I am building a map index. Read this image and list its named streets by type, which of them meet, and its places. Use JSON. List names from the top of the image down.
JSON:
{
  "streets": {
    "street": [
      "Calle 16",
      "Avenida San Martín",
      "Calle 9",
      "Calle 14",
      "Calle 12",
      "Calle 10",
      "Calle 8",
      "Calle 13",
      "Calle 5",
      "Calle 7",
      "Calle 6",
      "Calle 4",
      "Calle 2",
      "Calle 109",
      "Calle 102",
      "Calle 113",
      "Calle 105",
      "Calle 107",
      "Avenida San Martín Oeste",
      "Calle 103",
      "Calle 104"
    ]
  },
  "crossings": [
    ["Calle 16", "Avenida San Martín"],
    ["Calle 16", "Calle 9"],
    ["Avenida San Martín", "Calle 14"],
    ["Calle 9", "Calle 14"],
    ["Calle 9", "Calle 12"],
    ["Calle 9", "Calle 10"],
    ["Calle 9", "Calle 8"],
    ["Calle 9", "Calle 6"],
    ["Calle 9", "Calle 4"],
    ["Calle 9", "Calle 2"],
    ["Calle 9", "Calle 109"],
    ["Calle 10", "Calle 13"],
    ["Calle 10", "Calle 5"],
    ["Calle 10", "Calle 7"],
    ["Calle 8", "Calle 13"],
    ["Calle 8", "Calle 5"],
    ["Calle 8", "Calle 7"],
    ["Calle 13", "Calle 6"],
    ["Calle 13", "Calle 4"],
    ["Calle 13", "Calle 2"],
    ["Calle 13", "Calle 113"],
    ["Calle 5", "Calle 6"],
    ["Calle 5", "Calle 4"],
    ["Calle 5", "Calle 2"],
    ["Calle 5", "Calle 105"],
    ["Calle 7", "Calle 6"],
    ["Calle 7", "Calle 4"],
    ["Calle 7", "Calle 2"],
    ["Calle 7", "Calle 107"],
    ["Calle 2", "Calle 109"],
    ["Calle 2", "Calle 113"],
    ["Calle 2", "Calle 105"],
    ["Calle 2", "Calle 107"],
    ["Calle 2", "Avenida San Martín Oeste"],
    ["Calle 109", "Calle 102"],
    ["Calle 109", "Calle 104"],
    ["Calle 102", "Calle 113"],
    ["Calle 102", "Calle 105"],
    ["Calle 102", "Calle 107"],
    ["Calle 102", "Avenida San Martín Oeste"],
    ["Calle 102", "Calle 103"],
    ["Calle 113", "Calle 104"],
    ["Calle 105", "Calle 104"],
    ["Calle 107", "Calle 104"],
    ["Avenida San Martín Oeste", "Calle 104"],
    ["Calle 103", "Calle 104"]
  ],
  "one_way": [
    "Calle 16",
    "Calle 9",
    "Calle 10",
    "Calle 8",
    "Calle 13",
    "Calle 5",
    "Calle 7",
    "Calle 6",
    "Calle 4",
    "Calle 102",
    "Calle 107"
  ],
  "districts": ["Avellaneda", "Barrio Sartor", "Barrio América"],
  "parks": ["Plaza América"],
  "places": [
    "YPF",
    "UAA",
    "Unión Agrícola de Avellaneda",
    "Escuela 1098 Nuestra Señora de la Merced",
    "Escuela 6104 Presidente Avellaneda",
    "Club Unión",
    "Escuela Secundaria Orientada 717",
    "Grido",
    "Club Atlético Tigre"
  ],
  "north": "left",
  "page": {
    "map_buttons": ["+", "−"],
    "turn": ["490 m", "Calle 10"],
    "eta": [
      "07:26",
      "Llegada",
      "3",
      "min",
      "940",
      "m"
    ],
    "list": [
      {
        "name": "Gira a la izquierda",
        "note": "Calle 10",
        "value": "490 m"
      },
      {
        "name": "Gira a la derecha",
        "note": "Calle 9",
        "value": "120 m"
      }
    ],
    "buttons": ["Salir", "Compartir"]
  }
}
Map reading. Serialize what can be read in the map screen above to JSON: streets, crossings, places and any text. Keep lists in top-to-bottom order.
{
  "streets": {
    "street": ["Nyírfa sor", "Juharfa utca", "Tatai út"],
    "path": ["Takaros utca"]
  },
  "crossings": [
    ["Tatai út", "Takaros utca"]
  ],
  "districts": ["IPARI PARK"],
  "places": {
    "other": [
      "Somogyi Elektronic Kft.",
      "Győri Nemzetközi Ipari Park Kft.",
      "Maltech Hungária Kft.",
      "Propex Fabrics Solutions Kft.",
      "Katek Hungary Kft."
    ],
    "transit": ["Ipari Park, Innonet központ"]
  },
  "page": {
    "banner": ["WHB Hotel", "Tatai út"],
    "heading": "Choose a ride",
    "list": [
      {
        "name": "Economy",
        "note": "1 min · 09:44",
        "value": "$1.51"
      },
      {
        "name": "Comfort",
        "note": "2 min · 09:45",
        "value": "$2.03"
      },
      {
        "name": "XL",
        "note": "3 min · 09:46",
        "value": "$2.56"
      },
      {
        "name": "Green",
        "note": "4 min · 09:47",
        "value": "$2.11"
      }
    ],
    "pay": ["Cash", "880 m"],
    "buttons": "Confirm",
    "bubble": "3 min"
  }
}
━━━━━━━━━━━━━━━━━━━━━━━━━━━━━━
Copy only the lines in the listing that contain "Takaros".

## TASK OUTPUT
    "path": ["Takaros utca"]
    ["Tatai út", "Takaros utca"]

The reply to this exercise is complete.